Neuropeptide Y (NPY) is a downstream modulator of leptin action, possibly at the level of the arcuate nucleus where NPY neurons are known to express both leptin receptors and Y2 receptors. In addition to the well-described role of NPY and leptin in energy balance and obesity, intracerebroventricular administration of NPY or leptin also causes bone loss. Here we show that Y2 receptor-deficient mice have a twofold increase in trabecular bone volume as well as greater trabecular number and thickness compared with control mice.
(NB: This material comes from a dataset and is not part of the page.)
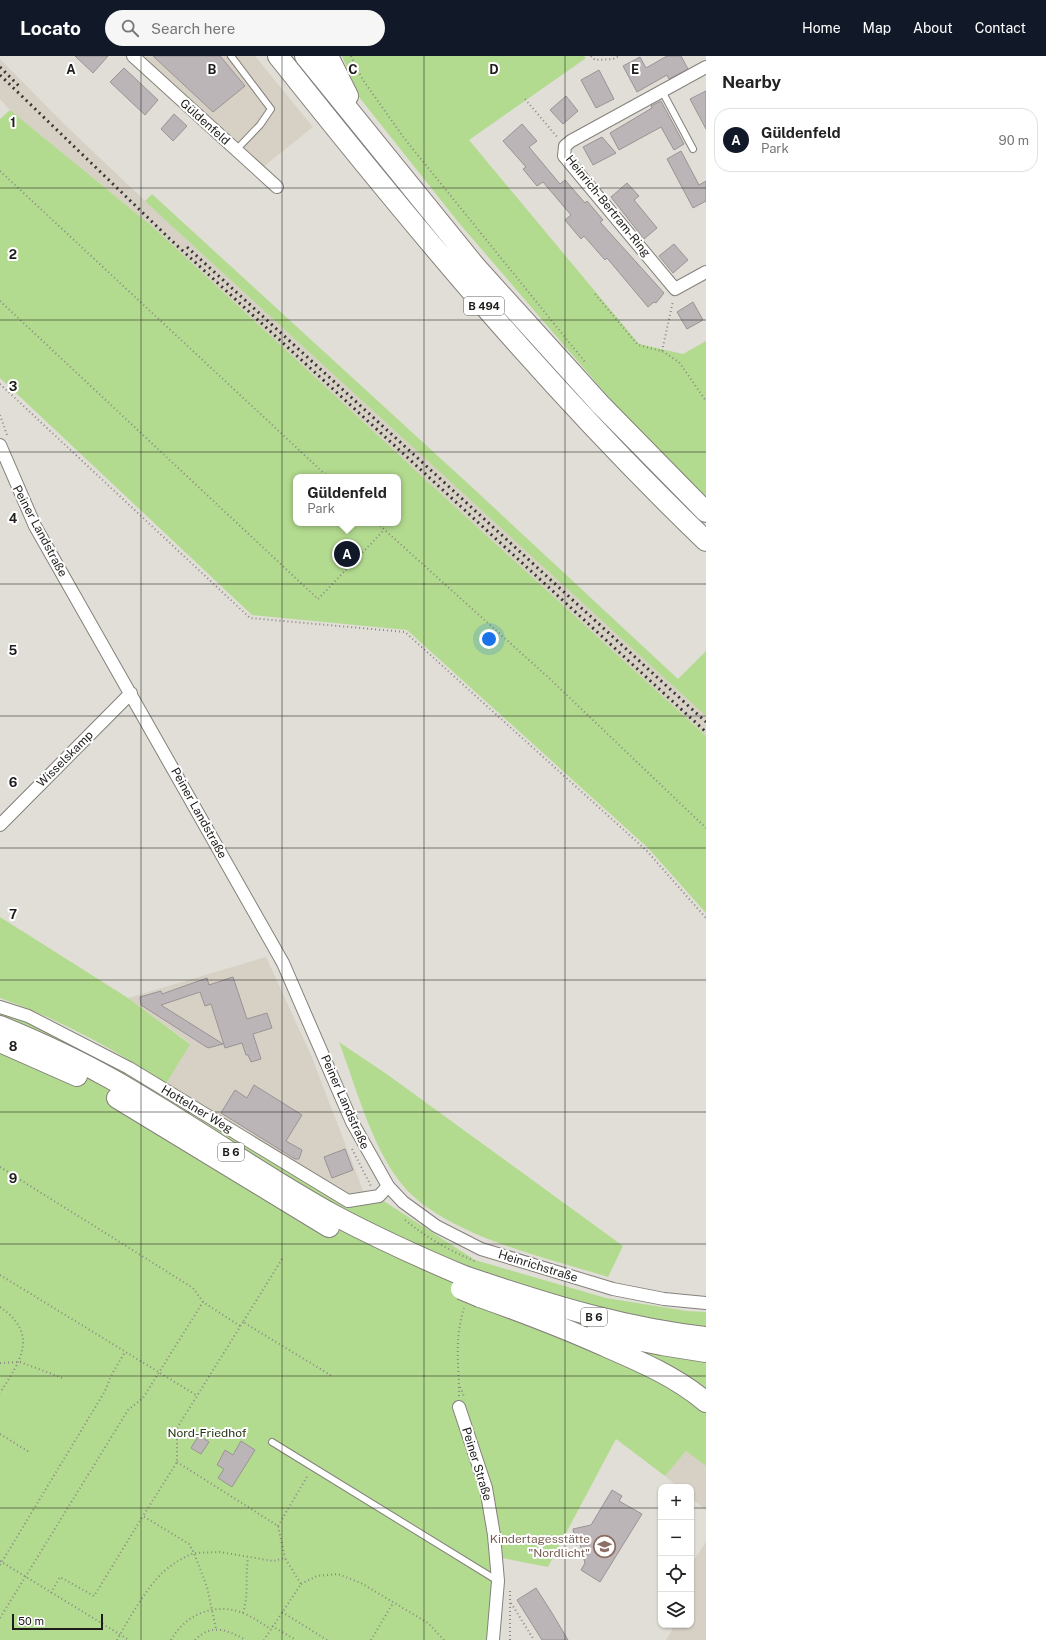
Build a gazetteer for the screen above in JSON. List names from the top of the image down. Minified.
{"streets":{"highway":["B 494","B 6"],"street":["Güldenfeld","Heinrich-Bertram-Ring","Peiner Landstraße","Wisselskamp","Hottelner Weg","Heinrichstraße","Peiner Straße"]},"crossings":[["Peiner Landstraße","Wisselskamp"],["Peiner Landstraße","Hottelner Weg"],["Peiner Landstraße","Heinrichstraße"],["Hottelner Weg","Heinrichstraße"]],"parks":["Nord-Friedhof"],"places":{"school or university":["Kindertagesstätte \"Nordlicht\""]},"scale_bar":"50 m","page":{"header":"Locato","search":"Search here","nav":["Home","Map","About","Contact"],"heading":"Nearby","list":[{"mark":"A","name":"Güldenfeld","note":"Park","value":"90 m"}],"popup":["Güldenfeld","Park"],"pins":"A","map_buttons":["+","−"],"scale":"50 m"},"grid":{"columns":["A","B","C","D","E"],"rows":["1","2","3","4","5","6","7","8","9"]}}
We also demonstrate that central Y2 receptors are crucial for this process, since selective deletion of hypothalamic Y2 receptors in mature conditional Y2 knockout mice results in an identical increase in trabecular bone volume within 5 weeks. This hypothalamus-specific Y2 receptor deletion stimulates osteoblast activity and increases the rate of bone mineralization and formation, with no effect on osteoblast or osteoclast surface measurements. The lack of any changes in plasma total calcium, leptinemia, or hypothalamo-pituitary-corticotropic, -thyrotropic, -somatotropic, or -gonadotropic output suggests that Y2 receptors do not modulate bone formation by humoral mechanisms, and that alteration of autonomic function through hypothalamic Y2 receptors may play a key role in a major central regulatory circuit of bone formation.